The stars winked at her. She shivered. It took her a long time to remember where she was. Her last conscious memory was of pain and sunlight. She sat up. The half-moon painted her skin white. When she touched her chest with her fingers, expecting to find the amber crystal in her cleavage, her skin was smooth. She checked in her lap, and on the rock, but the sliver was gone. Her fingers returned to her chest, and when she studied her skin in the pale moonlight she noticed a thin discolouration between her breasts. She shuddered with exhilaration. The embedding spell worked! She cupped her hands and her spine tingled as a sphere of white light formed effortlessly in her palms. She willed the sphere to hover above her head, as she climbed down from the rock and slipped into her clothes. She paused to touch the thin mark on her chest before lacing up her tunic. No one could take the crystal from her ever again. It was part of her.

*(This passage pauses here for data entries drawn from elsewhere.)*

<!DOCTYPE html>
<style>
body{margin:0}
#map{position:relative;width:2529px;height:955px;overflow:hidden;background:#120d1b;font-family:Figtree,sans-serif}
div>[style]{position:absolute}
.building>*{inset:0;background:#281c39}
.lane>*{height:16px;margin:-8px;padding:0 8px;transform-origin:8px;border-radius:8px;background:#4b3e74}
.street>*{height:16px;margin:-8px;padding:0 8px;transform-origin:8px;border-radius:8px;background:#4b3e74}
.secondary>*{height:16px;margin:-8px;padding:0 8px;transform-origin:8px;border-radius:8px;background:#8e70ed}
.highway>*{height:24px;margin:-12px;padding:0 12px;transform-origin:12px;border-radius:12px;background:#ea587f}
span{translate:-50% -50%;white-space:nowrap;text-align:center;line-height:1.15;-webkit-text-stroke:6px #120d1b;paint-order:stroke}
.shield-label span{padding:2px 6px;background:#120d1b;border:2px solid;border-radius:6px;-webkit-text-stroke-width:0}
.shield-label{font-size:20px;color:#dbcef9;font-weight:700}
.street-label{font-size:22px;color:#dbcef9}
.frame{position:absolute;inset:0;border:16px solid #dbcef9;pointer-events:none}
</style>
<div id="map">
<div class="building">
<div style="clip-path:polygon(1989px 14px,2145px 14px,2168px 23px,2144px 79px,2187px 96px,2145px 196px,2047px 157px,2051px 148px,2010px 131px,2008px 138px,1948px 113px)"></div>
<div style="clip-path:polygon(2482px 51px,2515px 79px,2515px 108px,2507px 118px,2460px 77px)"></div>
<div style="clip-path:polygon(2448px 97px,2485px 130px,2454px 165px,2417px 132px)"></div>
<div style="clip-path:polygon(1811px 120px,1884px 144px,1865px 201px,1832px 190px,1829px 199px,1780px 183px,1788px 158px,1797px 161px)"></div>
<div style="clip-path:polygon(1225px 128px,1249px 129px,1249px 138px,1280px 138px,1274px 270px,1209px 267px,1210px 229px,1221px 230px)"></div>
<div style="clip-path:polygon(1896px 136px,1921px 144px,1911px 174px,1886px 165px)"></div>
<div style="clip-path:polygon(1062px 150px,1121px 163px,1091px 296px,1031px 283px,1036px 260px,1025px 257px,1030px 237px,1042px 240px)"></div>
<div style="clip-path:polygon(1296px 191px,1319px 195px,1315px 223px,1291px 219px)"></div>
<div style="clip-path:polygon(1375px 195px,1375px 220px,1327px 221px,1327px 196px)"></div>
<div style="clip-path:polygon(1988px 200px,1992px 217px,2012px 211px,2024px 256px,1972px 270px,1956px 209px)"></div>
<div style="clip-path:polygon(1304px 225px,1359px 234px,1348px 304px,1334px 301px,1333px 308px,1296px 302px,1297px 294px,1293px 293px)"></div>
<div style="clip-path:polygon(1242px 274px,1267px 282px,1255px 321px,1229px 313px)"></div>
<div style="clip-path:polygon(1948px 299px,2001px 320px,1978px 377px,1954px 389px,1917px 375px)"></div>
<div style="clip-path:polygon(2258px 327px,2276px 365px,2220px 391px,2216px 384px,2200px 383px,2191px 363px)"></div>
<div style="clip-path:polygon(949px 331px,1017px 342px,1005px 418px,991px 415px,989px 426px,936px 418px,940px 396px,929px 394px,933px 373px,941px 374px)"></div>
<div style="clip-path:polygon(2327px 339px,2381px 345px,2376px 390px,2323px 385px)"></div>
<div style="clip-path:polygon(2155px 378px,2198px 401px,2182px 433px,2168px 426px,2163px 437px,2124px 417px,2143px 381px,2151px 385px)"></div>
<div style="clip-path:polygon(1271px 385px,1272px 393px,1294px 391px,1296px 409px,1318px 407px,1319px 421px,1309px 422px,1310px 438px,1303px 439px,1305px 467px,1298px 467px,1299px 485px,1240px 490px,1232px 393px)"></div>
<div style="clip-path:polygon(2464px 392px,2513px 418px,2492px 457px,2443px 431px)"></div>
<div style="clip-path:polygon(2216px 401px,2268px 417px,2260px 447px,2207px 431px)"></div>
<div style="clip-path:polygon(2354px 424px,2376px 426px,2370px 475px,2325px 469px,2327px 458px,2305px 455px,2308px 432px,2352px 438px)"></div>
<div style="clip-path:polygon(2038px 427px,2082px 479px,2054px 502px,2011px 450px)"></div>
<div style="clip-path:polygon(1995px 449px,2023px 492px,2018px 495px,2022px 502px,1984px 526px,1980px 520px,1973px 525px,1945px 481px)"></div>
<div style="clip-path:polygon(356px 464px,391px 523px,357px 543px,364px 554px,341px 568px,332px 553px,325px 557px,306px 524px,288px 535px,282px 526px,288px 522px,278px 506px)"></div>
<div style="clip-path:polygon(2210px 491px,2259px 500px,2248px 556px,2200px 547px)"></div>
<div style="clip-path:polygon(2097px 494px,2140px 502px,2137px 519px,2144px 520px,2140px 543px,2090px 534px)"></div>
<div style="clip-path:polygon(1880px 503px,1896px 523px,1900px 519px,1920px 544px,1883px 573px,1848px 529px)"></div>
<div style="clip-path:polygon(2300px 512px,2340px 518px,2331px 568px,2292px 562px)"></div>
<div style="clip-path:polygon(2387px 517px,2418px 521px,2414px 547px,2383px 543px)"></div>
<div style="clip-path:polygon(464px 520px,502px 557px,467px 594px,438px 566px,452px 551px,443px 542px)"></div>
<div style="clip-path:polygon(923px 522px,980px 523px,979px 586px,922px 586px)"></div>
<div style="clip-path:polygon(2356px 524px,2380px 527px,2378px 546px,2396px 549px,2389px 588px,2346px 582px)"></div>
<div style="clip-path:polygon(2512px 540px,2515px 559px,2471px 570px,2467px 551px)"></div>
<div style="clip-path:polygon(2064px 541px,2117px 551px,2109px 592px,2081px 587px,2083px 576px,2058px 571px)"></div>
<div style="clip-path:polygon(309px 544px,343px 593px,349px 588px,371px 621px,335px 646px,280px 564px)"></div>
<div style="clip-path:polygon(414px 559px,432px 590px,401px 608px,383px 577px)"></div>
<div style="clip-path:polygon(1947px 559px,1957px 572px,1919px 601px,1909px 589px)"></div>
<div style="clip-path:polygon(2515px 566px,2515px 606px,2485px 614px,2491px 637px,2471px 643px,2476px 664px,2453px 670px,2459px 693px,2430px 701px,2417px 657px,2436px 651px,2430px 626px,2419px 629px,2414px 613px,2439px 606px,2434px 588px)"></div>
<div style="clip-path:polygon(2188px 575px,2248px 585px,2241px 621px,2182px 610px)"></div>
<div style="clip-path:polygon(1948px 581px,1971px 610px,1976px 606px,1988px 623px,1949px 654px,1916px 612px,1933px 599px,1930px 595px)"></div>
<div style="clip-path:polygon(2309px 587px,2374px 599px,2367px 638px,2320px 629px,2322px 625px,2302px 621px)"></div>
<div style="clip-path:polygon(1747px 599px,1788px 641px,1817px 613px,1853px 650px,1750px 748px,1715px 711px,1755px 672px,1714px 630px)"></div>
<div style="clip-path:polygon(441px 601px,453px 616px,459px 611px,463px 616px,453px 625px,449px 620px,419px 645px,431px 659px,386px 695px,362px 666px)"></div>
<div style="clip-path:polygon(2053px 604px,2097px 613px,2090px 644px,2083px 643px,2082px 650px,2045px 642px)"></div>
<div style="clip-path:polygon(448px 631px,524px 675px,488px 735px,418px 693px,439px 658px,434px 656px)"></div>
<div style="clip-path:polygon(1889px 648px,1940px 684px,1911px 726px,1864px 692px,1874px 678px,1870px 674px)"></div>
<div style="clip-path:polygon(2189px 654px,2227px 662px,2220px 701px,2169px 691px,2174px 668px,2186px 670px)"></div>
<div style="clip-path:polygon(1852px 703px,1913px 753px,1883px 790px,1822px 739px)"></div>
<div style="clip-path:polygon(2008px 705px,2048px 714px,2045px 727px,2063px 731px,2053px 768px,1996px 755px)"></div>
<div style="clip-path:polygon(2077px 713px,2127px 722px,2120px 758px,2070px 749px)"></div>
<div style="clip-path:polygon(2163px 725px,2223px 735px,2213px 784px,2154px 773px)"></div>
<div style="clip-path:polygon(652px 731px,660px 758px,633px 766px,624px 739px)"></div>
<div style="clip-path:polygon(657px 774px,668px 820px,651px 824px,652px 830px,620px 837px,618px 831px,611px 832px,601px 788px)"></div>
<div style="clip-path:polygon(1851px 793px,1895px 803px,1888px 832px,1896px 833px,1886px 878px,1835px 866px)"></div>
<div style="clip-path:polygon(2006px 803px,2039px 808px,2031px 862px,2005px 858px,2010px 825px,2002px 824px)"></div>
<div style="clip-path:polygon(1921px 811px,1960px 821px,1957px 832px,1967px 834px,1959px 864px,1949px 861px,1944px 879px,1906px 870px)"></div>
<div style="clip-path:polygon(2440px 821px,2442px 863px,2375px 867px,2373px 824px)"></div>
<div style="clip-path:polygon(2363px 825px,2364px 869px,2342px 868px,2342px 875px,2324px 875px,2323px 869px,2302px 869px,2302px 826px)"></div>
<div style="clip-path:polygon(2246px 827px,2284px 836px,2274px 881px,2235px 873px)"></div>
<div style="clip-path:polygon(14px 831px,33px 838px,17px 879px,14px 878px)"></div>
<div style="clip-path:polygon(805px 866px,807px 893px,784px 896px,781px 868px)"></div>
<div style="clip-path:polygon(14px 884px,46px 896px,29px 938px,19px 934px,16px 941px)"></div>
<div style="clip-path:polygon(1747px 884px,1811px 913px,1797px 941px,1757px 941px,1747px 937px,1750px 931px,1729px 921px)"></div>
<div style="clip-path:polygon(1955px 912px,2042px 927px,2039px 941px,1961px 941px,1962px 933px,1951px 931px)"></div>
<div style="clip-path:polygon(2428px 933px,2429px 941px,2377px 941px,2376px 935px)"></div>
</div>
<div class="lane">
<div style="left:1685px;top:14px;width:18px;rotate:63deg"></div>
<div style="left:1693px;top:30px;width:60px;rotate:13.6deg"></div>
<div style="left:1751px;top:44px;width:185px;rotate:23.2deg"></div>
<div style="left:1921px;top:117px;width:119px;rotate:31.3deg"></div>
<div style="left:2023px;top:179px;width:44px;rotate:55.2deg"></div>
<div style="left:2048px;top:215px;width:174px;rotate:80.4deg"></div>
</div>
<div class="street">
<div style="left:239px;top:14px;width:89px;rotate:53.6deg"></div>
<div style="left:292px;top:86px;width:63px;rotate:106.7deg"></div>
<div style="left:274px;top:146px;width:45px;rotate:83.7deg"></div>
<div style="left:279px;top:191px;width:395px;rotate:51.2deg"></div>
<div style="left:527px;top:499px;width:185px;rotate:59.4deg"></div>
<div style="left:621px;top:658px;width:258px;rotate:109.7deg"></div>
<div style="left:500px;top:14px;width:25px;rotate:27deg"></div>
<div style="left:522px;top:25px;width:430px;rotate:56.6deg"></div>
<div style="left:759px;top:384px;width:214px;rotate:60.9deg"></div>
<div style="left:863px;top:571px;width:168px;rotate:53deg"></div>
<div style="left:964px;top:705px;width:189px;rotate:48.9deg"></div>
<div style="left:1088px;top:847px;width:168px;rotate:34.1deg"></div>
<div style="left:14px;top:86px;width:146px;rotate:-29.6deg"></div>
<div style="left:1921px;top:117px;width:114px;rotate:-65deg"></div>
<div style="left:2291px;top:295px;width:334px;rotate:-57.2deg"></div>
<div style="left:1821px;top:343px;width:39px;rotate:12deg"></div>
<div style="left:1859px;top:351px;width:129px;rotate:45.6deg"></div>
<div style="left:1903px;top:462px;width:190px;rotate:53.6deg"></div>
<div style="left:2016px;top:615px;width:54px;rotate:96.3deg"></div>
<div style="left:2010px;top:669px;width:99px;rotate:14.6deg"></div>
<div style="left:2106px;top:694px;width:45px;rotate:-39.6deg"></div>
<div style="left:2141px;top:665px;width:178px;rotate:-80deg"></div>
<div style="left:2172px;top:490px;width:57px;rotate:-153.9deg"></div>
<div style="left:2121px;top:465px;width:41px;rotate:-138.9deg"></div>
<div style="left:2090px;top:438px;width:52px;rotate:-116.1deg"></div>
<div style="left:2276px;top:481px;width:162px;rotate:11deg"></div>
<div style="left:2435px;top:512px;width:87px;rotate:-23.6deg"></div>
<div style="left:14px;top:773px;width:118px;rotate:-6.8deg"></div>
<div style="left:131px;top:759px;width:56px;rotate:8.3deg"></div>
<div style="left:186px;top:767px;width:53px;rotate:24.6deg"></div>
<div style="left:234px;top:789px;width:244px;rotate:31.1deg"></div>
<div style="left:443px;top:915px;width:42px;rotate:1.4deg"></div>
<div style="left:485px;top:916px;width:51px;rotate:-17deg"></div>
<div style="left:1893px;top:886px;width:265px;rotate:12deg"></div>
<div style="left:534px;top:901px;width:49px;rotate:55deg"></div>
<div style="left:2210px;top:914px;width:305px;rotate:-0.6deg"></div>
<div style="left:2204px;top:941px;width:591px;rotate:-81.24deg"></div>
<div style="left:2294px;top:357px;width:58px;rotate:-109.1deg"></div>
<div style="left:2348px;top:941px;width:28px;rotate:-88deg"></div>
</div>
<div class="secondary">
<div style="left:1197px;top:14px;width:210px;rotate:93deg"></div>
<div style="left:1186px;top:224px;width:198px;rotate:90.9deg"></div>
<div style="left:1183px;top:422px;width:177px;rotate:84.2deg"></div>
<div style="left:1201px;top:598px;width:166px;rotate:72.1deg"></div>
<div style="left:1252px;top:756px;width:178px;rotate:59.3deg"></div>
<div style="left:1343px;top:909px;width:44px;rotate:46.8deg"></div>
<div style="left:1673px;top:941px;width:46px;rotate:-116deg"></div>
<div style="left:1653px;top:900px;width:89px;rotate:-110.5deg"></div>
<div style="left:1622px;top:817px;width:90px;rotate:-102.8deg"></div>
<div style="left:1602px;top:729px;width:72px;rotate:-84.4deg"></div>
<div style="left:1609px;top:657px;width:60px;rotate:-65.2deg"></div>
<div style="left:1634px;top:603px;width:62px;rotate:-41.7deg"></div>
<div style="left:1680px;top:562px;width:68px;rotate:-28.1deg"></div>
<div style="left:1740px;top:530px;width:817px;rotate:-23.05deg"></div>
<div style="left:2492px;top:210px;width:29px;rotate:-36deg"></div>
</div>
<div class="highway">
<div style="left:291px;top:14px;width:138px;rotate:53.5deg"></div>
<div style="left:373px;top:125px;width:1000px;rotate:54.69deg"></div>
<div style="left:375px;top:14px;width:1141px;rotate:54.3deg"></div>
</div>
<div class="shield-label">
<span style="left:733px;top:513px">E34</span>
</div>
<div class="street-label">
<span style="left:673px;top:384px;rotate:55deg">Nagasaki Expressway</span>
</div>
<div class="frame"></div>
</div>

She read the Ranu Ka Shehaala
Doorways
text over and over, and searched the other books for spells and stories associated with portals. She remembered the Targan book by Lady Tarnyss, found it, and studied the section on portals. Another book,
Lore of the Alfyn
, detailed how to target a portal so that it sent the traveller to a precise point. She also learned how to make a portal close as she passed through, preventing pursuit. What she read seemed utterly impossible to her logical mind, but so had so much else before now. And each spell she practised, when it worked, surprised her less and less as she accepted the reality of magic.

Days became cycles. The dry heat of Fuszash waned into humidity. Brief dark storms limped across the ocean from the southwest, and bruised clouds dissolved into cool rain. Her red hair thickened and lengthened,
and she lost weight on her vegetarian and fish diet while Whisper grew fatter. The discoloured patch between her breasts became a thin amber-coloured scar, conspicuous against her dark suntanned skin. She cried for Jon some rainy nights in the cold comfort of her shelter, but the pain of her loss was becoming more a dull ache with the passing of time.